(Saved data entries)
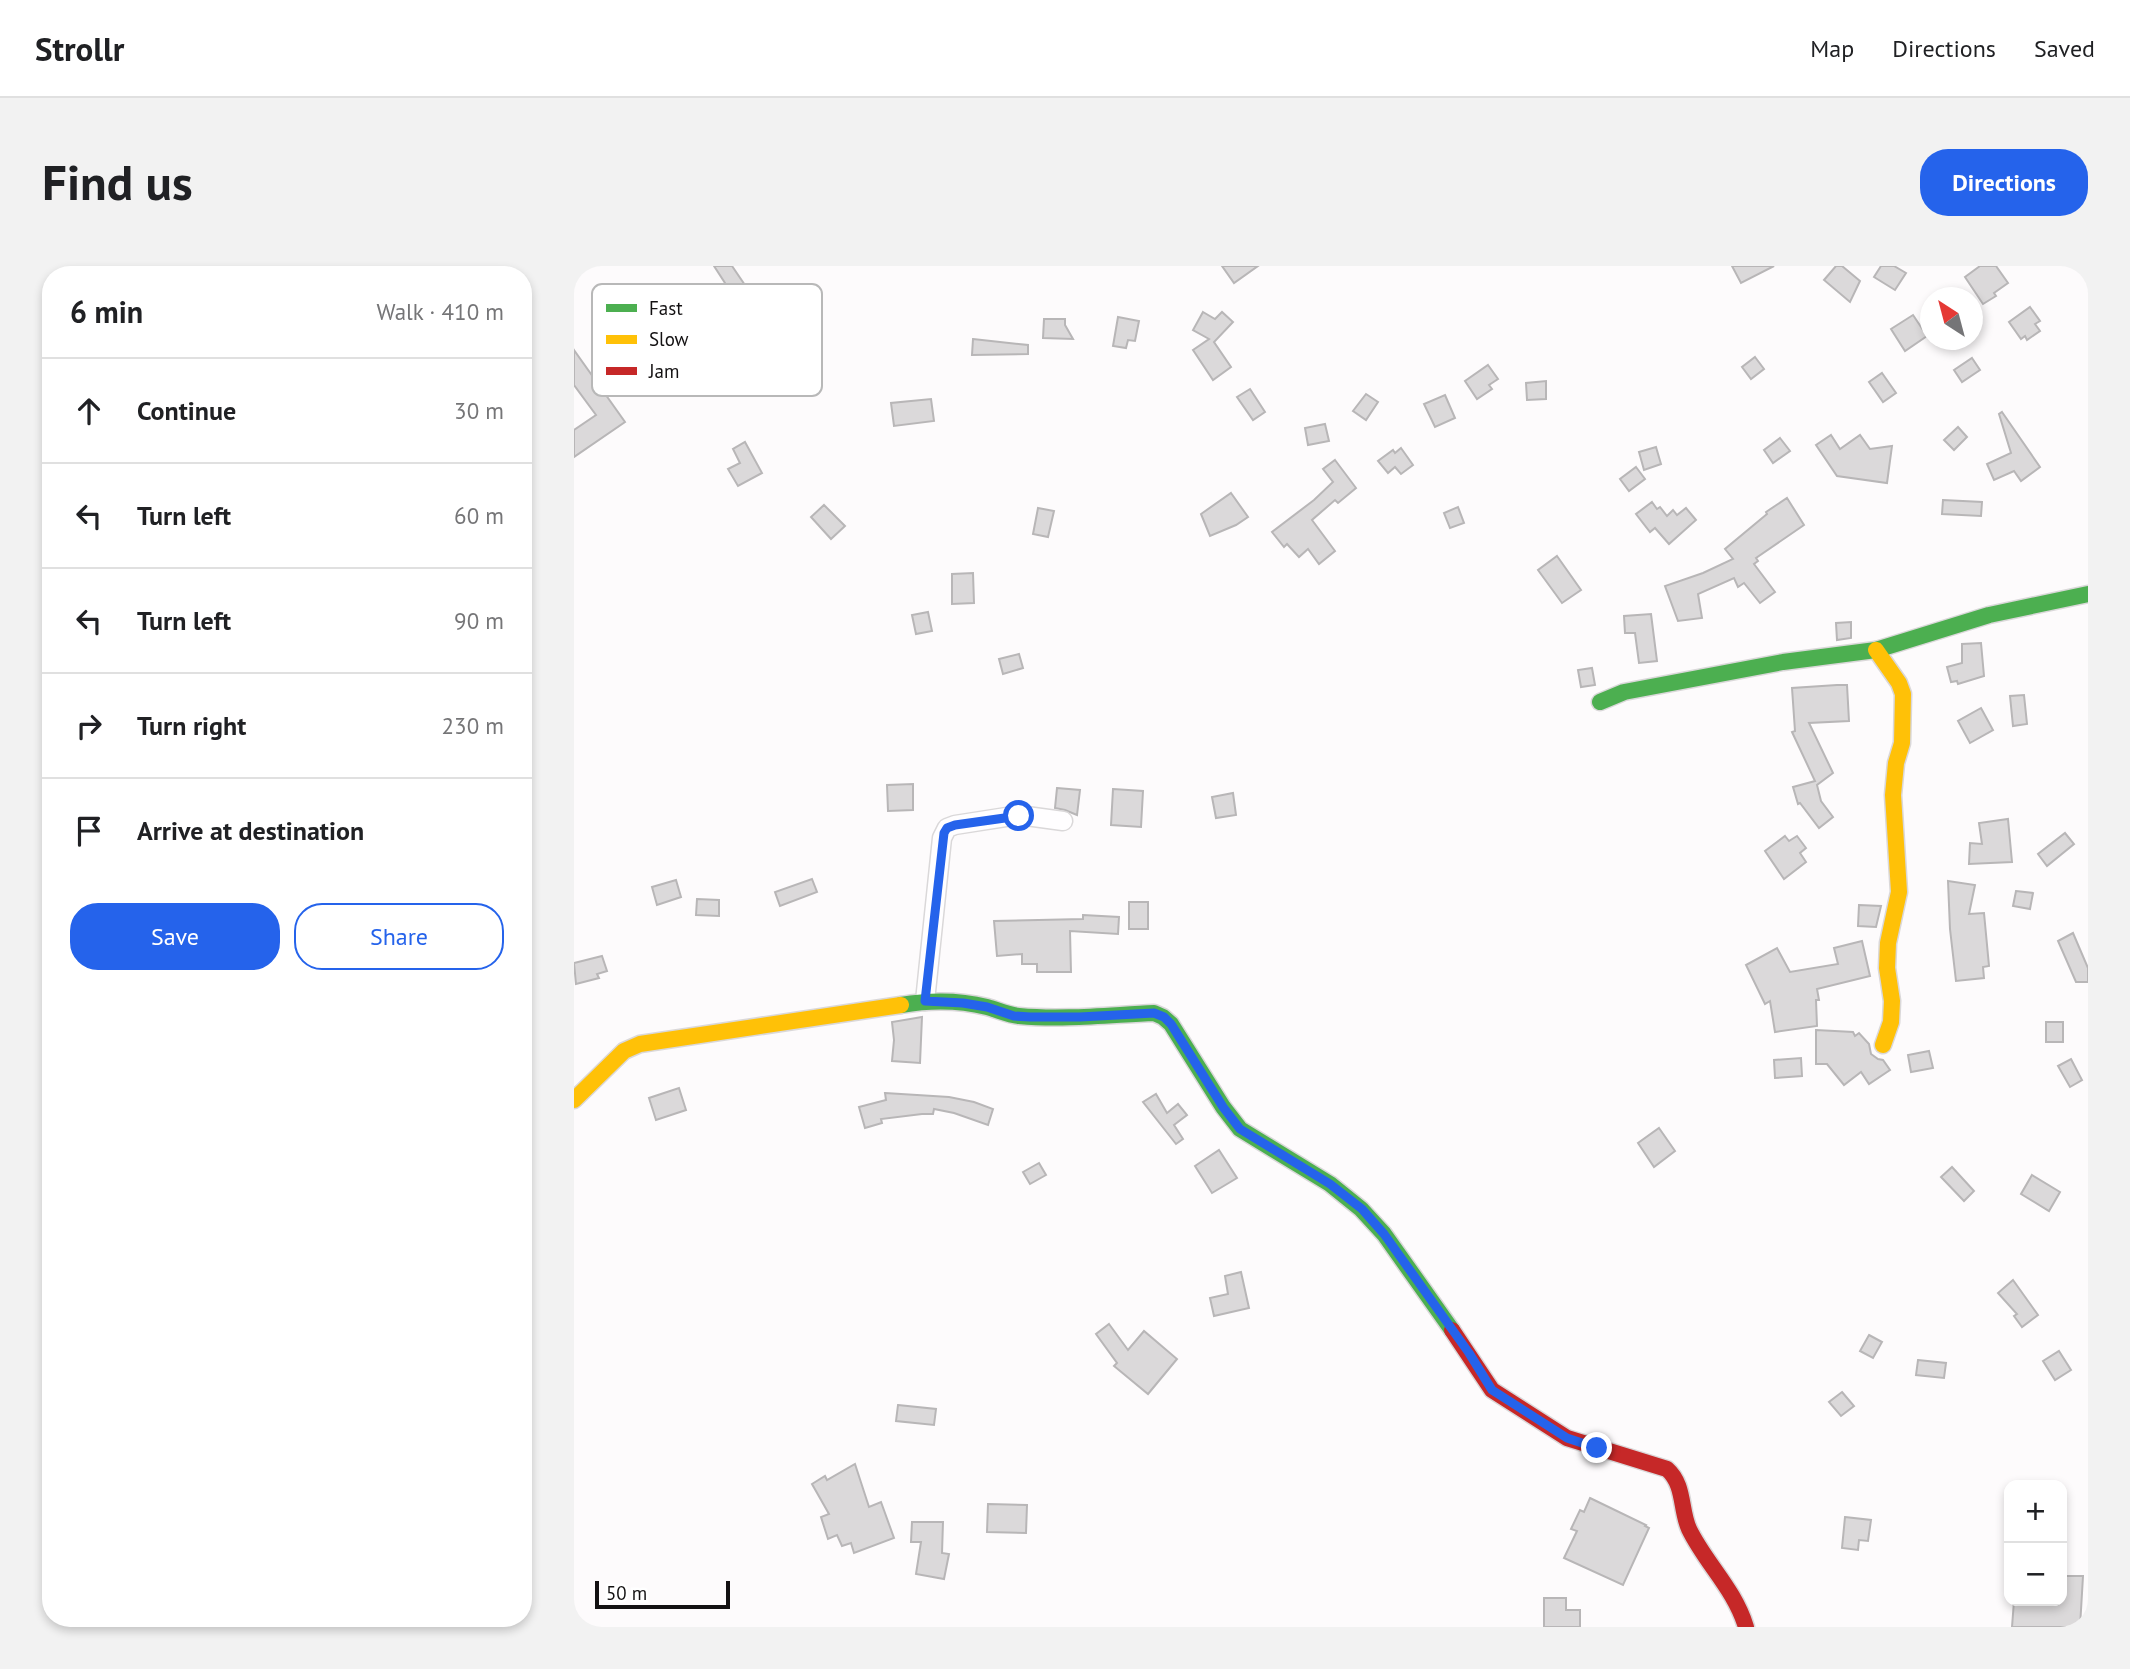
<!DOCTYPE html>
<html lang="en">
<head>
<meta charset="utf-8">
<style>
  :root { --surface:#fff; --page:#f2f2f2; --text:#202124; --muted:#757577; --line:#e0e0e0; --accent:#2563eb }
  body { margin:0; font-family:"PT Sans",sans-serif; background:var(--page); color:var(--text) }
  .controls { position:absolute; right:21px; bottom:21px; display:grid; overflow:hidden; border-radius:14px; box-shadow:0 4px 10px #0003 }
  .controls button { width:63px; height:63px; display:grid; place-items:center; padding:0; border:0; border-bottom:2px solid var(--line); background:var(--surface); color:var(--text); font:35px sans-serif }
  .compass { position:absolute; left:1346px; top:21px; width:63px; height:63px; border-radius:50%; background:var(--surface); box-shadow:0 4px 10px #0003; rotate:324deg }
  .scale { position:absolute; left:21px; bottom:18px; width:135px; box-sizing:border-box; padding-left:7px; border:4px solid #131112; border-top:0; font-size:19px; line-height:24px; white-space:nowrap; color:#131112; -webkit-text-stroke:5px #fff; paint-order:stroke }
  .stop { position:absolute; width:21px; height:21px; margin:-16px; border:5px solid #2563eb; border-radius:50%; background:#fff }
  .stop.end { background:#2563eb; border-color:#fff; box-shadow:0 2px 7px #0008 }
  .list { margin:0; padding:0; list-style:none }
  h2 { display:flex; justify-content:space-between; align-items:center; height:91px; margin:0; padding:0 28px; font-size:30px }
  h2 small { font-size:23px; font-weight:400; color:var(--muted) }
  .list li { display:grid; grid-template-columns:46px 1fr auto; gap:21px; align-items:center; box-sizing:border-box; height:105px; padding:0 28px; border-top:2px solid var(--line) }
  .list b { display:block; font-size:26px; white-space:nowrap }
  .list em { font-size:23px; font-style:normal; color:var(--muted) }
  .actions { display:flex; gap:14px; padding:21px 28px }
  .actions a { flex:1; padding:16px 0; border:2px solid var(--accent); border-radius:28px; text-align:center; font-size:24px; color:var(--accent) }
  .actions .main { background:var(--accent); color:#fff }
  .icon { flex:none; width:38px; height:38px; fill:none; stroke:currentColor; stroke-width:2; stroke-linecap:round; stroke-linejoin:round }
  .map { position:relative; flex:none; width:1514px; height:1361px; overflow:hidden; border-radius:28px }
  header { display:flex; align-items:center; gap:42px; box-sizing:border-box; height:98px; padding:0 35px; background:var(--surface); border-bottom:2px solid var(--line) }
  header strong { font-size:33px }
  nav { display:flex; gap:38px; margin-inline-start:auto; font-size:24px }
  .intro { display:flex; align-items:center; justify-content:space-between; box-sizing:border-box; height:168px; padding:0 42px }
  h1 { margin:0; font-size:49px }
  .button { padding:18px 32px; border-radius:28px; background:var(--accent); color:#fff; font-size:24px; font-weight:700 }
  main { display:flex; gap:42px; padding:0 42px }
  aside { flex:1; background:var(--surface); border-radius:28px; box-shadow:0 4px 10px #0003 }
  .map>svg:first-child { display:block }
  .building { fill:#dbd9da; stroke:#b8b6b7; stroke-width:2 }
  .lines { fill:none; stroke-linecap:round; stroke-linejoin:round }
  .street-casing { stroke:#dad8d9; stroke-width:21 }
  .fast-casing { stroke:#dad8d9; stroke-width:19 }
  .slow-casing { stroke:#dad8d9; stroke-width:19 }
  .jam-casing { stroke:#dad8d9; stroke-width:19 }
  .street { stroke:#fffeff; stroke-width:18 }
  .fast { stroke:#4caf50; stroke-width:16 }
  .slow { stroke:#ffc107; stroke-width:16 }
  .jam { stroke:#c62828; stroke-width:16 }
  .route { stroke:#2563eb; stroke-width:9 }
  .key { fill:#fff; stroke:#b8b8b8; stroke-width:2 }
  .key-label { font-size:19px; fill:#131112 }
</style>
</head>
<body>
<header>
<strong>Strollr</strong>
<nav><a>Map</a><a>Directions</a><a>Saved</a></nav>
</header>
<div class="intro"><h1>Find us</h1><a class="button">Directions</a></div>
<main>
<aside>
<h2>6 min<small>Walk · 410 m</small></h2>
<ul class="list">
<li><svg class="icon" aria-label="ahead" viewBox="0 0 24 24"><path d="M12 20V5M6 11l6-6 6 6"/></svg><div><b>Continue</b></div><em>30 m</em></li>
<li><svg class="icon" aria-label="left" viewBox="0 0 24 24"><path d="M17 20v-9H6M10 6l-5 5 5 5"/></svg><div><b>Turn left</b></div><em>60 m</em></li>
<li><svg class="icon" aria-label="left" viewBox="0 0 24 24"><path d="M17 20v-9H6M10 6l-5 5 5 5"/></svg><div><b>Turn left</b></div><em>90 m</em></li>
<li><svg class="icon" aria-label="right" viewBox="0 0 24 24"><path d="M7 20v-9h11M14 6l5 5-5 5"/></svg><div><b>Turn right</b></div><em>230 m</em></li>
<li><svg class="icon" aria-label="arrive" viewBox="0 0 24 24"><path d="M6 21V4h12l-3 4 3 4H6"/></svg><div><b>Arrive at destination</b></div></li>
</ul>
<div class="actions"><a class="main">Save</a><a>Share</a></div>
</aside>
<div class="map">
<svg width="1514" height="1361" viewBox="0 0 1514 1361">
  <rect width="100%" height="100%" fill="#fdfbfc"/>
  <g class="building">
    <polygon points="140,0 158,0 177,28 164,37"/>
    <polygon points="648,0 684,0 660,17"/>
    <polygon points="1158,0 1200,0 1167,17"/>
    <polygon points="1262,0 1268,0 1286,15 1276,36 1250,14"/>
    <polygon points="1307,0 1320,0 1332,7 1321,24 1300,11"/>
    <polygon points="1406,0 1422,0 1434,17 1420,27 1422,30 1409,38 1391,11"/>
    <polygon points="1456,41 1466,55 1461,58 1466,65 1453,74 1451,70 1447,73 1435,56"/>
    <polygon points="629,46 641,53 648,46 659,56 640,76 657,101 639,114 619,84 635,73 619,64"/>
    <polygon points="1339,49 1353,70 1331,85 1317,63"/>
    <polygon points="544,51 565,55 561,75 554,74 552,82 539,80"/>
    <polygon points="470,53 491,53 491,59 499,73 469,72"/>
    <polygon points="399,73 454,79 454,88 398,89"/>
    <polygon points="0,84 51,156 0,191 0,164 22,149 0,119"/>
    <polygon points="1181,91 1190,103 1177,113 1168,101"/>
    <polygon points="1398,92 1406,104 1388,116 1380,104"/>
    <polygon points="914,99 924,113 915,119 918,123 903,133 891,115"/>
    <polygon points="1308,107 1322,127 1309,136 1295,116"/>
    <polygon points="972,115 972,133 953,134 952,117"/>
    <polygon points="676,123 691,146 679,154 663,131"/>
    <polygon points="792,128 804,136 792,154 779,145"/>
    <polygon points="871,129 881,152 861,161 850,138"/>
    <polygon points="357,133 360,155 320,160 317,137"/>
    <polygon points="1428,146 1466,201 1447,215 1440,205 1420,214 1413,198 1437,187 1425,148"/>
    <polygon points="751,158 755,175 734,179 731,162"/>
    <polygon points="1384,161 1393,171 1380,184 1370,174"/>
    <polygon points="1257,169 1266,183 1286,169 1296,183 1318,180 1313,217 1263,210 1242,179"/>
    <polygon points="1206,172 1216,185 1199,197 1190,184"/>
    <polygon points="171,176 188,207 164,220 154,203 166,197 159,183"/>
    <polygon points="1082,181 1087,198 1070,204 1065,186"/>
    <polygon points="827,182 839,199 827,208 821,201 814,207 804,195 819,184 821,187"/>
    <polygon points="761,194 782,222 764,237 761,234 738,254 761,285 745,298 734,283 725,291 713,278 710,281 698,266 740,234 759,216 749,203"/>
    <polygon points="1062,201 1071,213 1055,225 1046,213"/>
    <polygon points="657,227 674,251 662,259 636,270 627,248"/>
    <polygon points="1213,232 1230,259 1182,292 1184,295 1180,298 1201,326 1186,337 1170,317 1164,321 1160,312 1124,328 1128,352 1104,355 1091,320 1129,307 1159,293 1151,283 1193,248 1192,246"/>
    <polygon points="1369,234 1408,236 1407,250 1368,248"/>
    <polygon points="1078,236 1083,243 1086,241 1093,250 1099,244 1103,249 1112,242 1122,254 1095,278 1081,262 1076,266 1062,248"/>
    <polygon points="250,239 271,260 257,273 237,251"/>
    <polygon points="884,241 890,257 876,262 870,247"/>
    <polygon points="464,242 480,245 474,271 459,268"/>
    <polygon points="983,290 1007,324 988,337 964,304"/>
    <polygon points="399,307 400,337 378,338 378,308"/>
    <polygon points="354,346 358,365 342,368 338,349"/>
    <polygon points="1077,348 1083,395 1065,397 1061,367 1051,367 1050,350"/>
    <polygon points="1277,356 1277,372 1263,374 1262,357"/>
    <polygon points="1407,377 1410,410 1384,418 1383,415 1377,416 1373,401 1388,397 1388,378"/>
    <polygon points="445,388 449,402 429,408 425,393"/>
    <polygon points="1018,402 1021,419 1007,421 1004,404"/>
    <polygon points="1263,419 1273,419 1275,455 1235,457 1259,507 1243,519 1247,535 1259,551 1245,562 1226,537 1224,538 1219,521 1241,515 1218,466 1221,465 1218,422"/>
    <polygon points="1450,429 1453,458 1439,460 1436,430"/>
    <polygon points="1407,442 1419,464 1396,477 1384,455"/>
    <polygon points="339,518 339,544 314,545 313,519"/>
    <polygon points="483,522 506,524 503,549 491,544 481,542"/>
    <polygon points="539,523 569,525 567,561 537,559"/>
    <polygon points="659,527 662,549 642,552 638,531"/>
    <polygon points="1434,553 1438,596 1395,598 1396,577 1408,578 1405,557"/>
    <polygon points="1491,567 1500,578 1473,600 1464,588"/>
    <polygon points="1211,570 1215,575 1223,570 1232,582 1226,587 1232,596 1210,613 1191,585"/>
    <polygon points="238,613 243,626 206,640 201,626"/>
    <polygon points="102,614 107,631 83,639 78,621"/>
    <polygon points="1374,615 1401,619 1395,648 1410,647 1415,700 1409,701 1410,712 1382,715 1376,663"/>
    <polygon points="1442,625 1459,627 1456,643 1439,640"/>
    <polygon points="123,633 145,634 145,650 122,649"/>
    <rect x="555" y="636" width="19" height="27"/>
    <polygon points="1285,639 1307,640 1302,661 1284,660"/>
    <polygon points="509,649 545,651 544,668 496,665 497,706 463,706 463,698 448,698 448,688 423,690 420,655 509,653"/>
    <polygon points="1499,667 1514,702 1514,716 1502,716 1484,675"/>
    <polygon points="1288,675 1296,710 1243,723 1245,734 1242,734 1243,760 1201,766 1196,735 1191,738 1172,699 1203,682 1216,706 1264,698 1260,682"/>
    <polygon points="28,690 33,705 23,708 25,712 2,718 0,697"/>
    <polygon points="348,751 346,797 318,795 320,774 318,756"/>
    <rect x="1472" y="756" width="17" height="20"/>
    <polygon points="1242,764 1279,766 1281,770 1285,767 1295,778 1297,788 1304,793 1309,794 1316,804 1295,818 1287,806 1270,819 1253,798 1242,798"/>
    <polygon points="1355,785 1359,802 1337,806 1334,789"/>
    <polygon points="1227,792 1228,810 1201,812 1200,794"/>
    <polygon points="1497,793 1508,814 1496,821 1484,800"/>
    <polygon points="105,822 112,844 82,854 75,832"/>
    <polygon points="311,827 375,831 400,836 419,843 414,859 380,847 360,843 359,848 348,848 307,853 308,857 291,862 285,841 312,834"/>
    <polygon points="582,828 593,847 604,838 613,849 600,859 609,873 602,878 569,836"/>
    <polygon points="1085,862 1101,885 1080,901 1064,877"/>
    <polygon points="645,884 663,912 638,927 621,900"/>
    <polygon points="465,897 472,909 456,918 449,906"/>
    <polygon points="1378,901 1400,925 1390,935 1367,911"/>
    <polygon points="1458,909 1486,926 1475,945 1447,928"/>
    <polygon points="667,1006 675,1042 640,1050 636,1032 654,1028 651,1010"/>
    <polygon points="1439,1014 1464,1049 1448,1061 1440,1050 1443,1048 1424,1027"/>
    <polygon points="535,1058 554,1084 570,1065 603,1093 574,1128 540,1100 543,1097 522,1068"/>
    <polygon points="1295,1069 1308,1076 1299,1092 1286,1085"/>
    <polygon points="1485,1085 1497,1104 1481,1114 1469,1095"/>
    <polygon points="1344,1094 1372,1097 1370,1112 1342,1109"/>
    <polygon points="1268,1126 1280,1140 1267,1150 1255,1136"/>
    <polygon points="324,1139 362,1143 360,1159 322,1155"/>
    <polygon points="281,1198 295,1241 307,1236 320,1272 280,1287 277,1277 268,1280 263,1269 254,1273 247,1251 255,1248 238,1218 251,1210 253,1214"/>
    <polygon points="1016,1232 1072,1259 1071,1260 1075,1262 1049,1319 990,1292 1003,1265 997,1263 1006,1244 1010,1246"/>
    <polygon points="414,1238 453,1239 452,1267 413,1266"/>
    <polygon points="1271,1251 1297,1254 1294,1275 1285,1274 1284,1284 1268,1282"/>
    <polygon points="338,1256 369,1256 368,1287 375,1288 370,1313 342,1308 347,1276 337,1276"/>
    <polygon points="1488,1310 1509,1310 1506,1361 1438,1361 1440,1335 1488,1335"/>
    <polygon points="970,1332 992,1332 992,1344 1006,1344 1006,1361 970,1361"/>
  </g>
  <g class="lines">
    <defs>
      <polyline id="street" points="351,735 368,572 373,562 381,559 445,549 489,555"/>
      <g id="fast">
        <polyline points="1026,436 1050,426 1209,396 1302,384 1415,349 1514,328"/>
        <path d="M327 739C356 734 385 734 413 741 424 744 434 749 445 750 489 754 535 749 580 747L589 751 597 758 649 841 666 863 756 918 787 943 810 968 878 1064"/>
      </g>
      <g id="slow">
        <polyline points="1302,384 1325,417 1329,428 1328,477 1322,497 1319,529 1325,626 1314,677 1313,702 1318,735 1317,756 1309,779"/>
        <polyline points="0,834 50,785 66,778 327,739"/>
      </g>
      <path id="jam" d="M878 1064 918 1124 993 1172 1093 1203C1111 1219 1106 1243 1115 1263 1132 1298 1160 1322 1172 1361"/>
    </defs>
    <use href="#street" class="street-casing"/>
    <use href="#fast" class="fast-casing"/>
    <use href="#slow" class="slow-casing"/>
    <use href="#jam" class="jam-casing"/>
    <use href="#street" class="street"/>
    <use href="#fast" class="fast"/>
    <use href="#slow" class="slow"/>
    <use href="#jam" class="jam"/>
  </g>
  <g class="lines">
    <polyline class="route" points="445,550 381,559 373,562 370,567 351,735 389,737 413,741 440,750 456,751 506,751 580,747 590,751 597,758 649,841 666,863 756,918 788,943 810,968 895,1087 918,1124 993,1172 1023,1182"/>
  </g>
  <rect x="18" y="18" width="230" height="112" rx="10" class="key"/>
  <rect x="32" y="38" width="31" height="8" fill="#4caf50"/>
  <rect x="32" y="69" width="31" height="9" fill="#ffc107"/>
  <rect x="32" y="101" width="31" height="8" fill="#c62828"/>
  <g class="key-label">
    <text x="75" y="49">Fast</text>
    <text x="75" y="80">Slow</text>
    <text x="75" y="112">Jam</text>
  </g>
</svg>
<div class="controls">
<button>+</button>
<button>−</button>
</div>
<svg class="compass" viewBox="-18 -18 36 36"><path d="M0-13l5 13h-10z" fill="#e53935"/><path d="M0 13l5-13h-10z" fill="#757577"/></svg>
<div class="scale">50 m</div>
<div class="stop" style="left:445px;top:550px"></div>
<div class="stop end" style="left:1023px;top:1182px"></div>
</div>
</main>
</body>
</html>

* _Brief_
Whenever a line in the entries above includes the word "compass", pull that line out.

* _Response area_
  .compass { position:absolute; left:1346px; top:21px; width:63px; height:63px; border-radius:50%; background:var(--surface); box-shadow:0 4px 10px #0003; rotate:324deg }
<svg class="compass" viewBox="-18 -18 36 36"><path d="M0-13l5 13h-10z" fill="#e53935"/><path d="M0 13l5-13h-10z" fill="#757577"/></svg>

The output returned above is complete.